◆ **Exercise aim**
Beginning with the line that has "I am building" and ending with the line that has "Map reading. Transcribe", retype the entries below exactly, except for the pictures.

◆ **Extracted data**
□ □ □ □

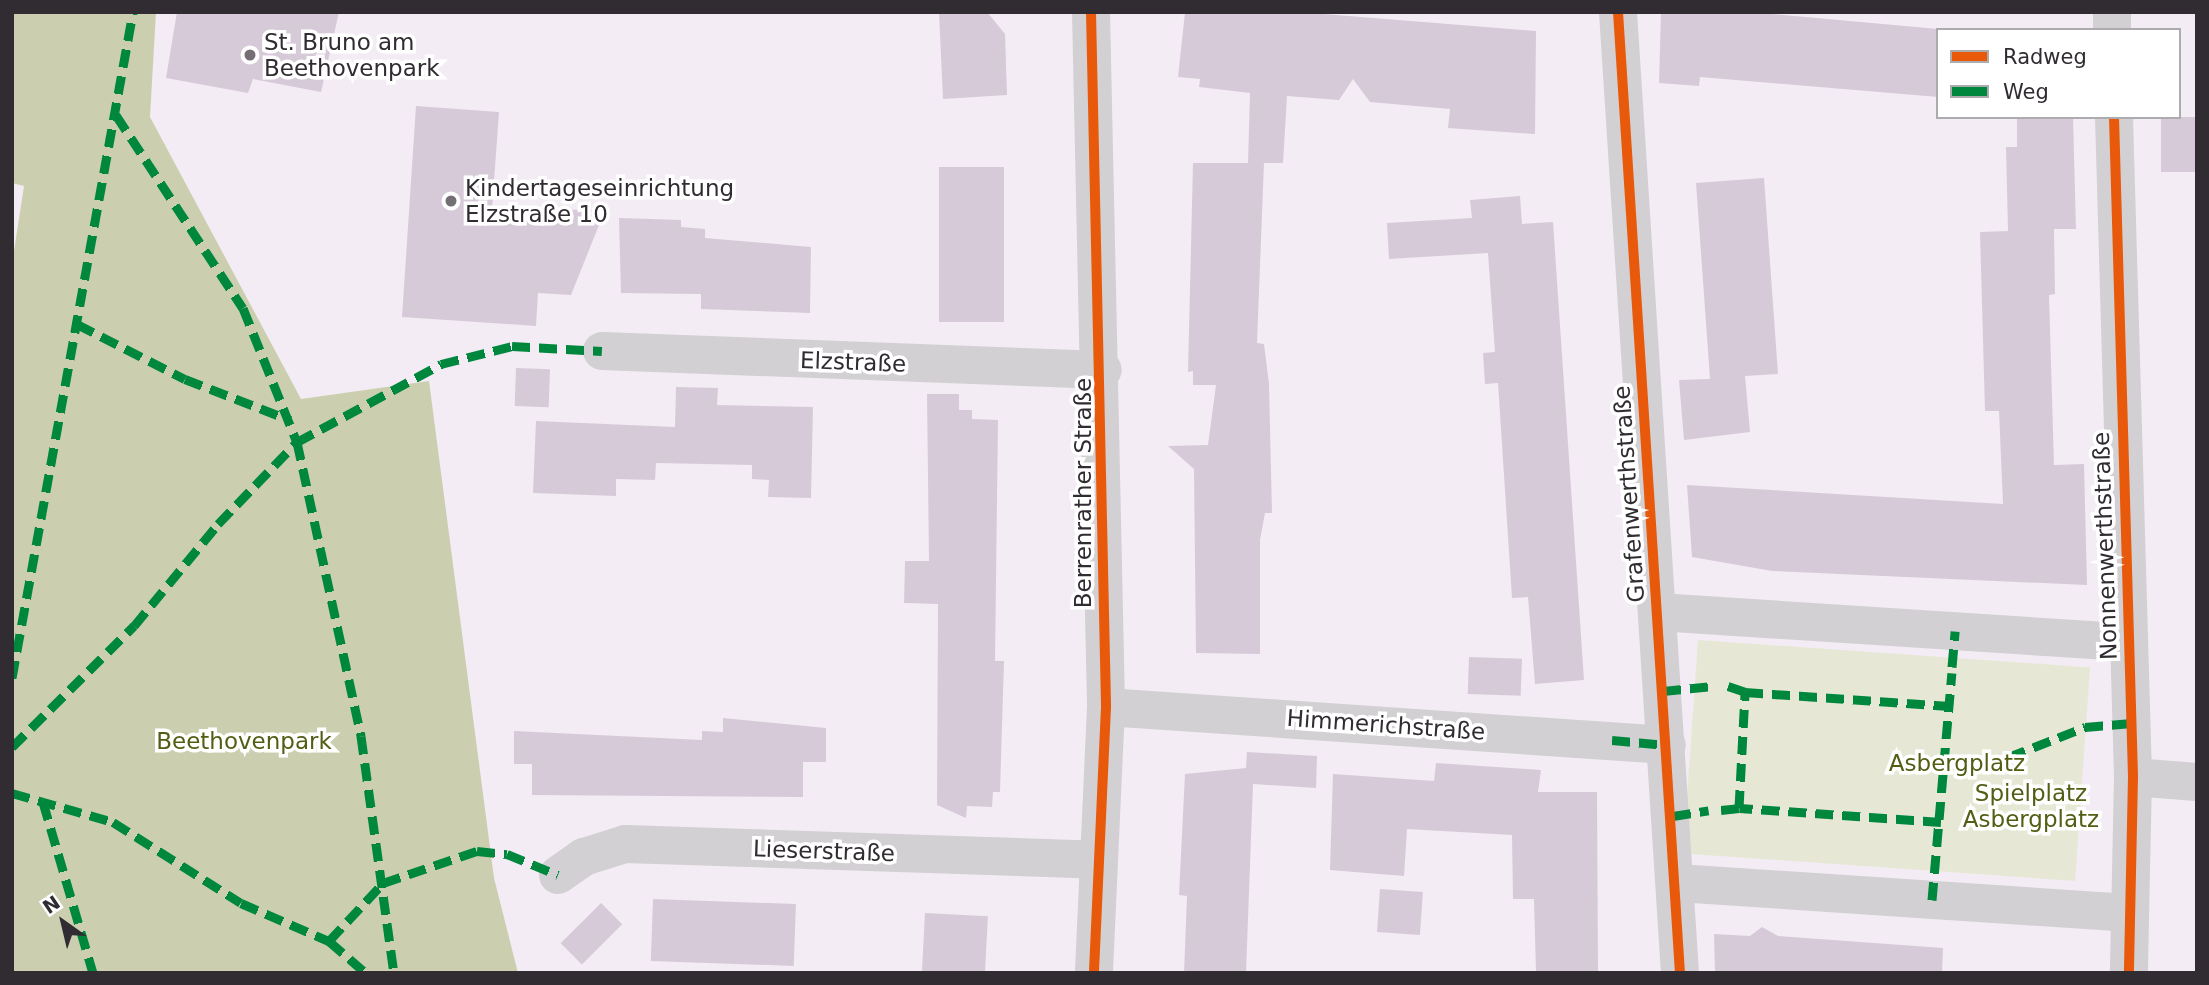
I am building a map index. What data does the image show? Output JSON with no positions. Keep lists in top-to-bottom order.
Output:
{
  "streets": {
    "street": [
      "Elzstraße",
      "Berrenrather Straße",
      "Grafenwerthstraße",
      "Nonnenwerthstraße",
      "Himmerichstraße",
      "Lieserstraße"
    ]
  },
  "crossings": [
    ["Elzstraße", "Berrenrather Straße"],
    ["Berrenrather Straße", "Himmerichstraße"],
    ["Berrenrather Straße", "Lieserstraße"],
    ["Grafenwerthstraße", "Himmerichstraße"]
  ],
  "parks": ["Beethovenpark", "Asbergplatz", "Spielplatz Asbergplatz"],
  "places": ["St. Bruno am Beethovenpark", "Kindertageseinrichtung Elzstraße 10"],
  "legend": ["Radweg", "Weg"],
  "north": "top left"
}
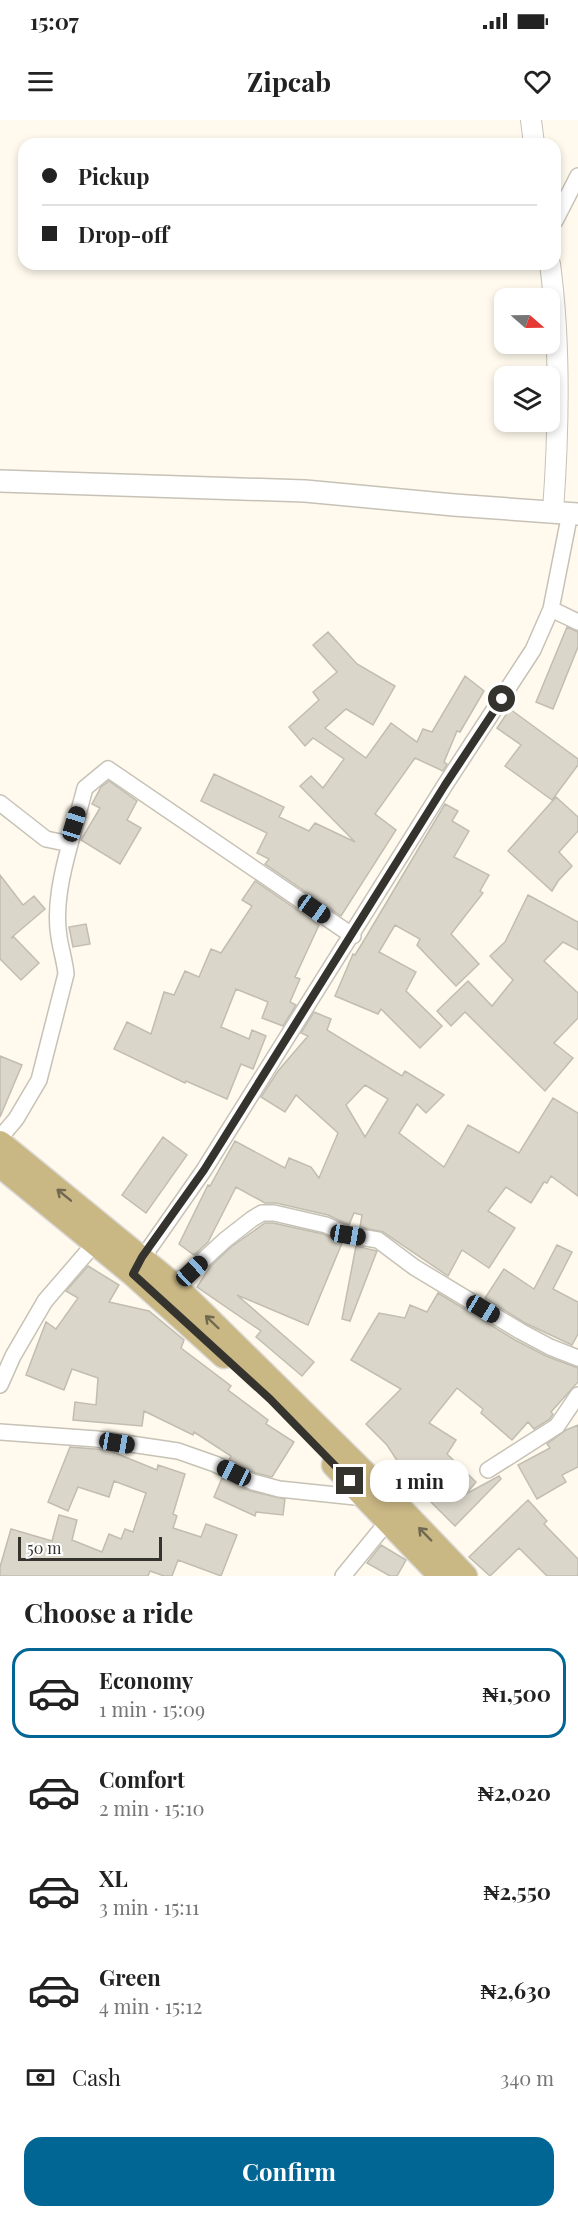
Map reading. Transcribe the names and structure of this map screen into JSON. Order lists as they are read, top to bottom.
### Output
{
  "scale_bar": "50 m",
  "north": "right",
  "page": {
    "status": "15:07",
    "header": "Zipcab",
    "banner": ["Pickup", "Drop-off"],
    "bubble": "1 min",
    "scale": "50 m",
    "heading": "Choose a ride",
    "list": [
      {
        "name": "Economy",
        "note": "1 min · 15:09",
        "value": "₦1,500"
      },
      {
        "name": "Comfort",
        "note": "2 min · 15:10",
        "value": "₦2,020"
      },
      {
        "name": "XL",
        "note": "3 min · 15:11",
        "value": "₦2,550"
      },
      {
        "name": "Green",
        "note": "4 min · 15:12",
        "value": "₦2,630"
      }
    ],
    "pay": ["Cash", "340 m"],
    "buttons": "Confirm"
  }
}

□ □ □ □

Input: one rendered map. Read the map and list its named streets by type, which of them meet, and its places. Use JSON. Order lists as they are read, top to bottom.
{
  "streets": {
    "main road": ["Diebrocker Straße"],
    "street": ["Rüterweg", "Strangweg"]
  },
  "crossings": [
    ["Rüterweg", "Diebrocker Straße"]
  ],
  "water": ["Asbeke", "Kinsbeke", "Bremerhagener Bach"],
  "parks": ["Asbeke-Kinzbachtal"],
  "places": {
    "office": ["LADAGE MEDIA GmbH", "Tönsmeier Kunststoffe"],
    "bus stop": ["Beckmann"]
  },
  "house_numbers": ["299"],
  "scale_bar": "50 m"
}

□ □ □ □

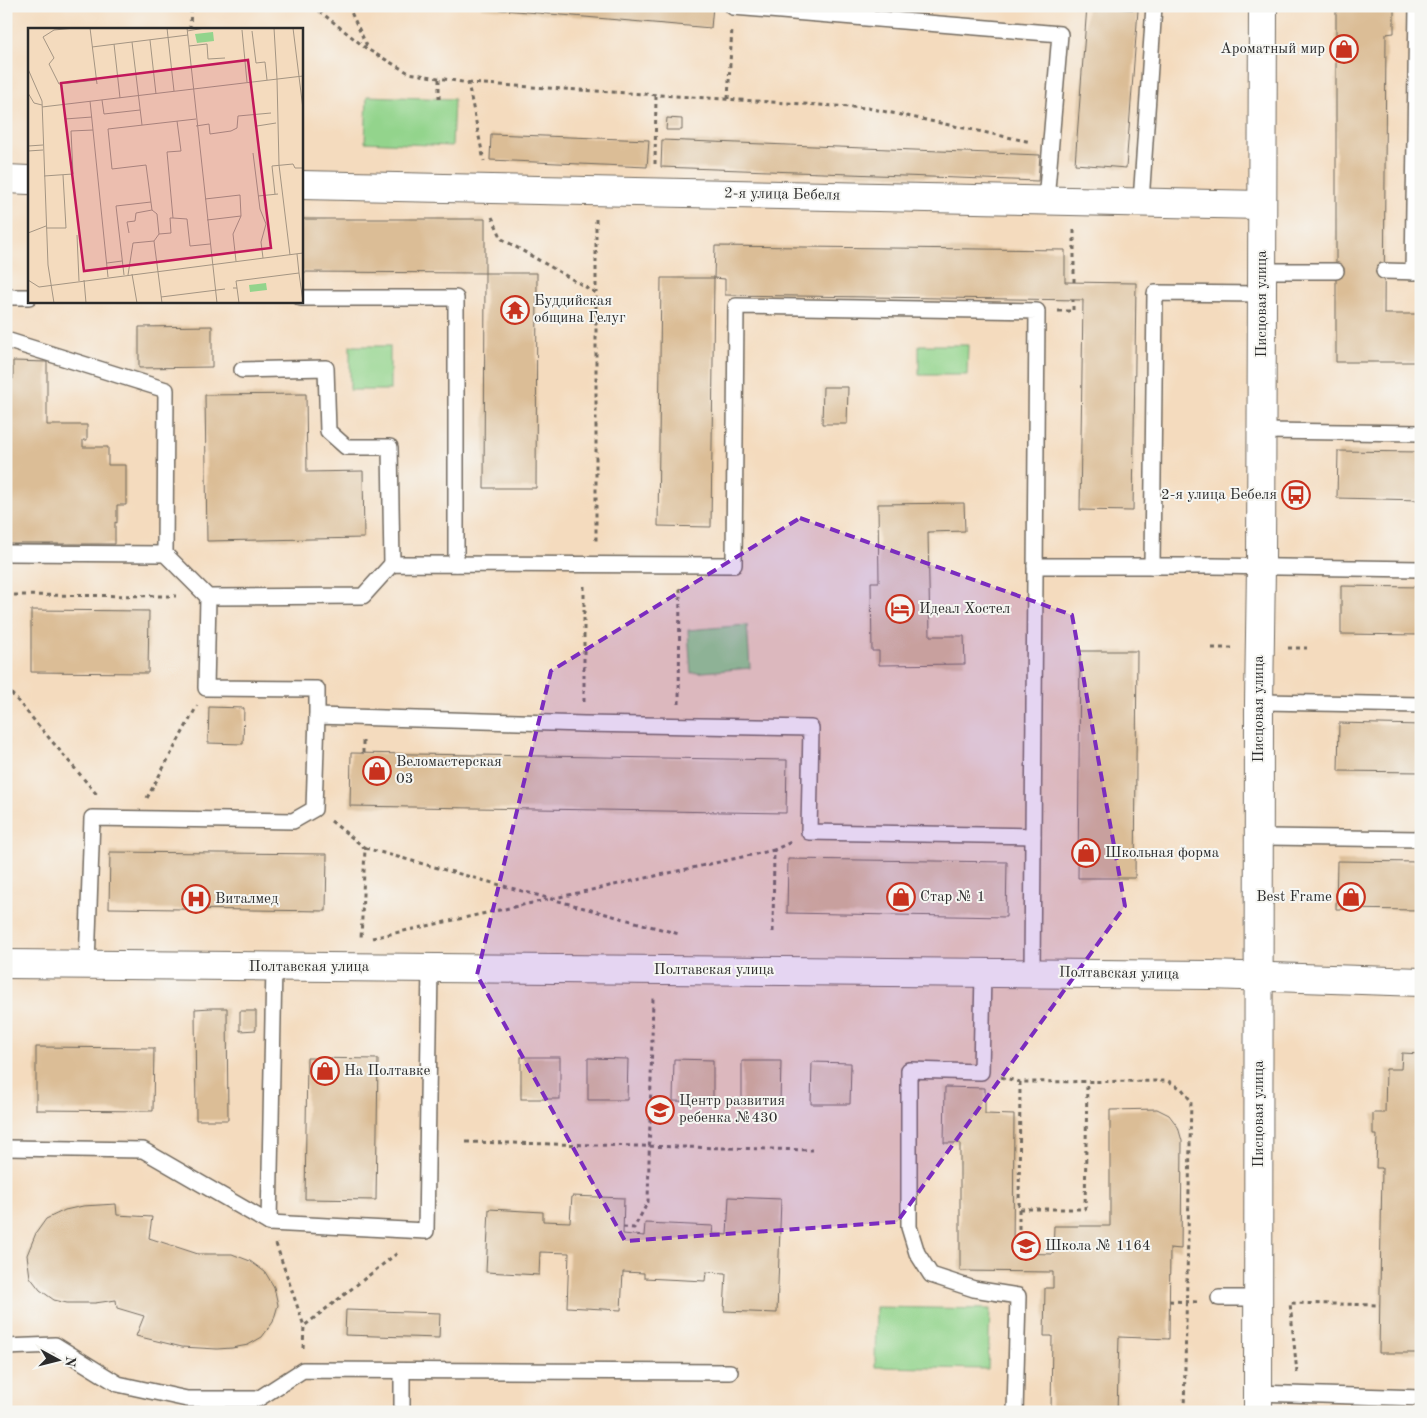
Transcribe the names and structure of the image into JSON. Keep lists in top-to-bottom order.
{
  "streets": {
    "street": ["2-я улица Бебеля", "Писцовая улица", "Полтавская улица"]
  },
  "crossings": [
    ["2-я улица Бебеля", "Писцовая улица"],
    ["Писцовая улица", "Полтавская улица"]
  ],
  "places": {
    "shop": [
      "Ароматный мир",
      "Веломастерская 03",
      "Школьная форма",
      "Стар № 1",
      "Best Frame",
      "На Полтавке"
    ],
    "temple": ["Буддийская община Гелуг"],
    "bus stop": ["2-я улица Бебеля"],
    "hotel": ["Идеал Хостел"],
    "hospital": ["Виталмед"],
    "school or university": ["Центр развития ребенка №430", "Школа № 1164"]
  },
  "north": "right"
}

□ □ □ □

◆ **Answer box**
I am building a map index. What data does the image show? Output JSON with no positions. Keep lists in top-to-bottom order.
Output:
{
  "streets": {
    "street": [
      "Elzstraße",
      "Berrenrather Straße",
      "Grafenwerthstraße",
      "Nonnenwerthstraße",
      "Himmerichstraße",
      "Lieserstraße"
    ]
  },
  "crossings": [
    ["Elzstraße", "Berrenrather Straße"],
    ["Berrenrather Straße", "Himmerichstraße"],
    ["Berrenrather Straße", "Lieserstraße"],
    ["Grafenwerthstraße", "Himmerichstraße"]
  ],
  "parks": ["Beethovenpark", "Asbergplatz", "Spielplatz Asbergplatz"],
  "places": ["St. Bruno am Beethovenpark", "Kindertageseinrichtung Elzstraße 10"],
  "legend": ["Radweg", "Weg"],
  "north": "top left"
}
Map reading. Transcribe the names and structure of this map screen into JSON. Order lists as they are read, top to bottom.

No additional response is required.